DIRECTIONS FOR THIS TASK:
Down to the last line, restate the records below word for word, dropping every image.

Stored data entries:
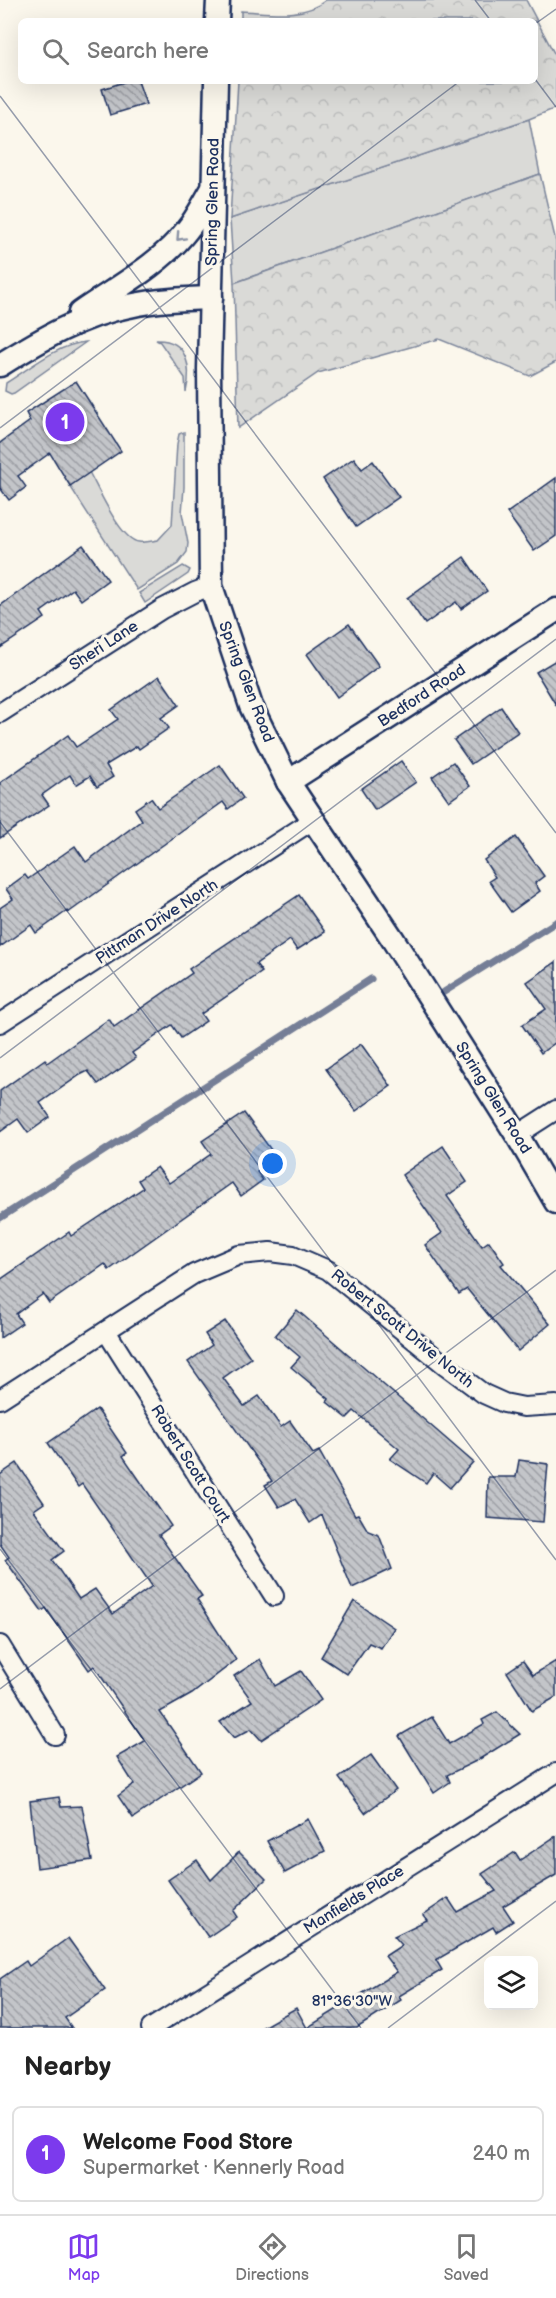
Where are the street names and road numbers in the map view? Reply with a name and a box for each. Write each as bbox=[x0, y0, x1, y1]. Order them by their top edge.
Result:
street label: Spring Glen Road bbox=[202, 138, 224, 266]
street label: Sheri Lane bbox=[66, 616, 142, 675]
street label: Spring Glen Road bbox=[214, 619, 278, 745]
street label: Bedford Road bbox=[375, 661, 469, 731]
street label: Pittman Drive North bbox=[92, 875, 222, 969]
street label: Spring Glen Road bbox=[451, 1039, 535, 1157]
street label: Robert Scott Drive North bbox=[327, 1266, 477, 1392]
street label: Robert Scott Court bbox=[146, 1402, 234, 1526]
street label: Manfields Place bbox=[300, 1861, 408, 1938]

REPLY TO THE TASK:
Where are the street names and road numbers in the map view? Reply with a name and a box for each. Write each as bbox=[x0, y0, x1, y1]. Order them by their top edge.
Result:
street label: Spring Glen Road bbox=[202, 138, 224, 266]
street label: Sheri Lane bbox=[66, 616, 142, 675]
street label: Spring Glen Road bbox=[214, 619, 278, 745]
street label: Bedford Road bbox=[375, 661, 469, 731]
street label: Pittman Drive North bbox=[92, 875, 222, 969]
street label: Spring Glen Road bbox=[451, 1039, 535, 1157]
street label: Robert Scott Drive North bbox=[327, 1266, 477, 1392]
street label: Robert Scott Court bbox=[146, 1402, 234, 1526]
street label: Manfields Place bbox=[300, 1861, 408, 1938]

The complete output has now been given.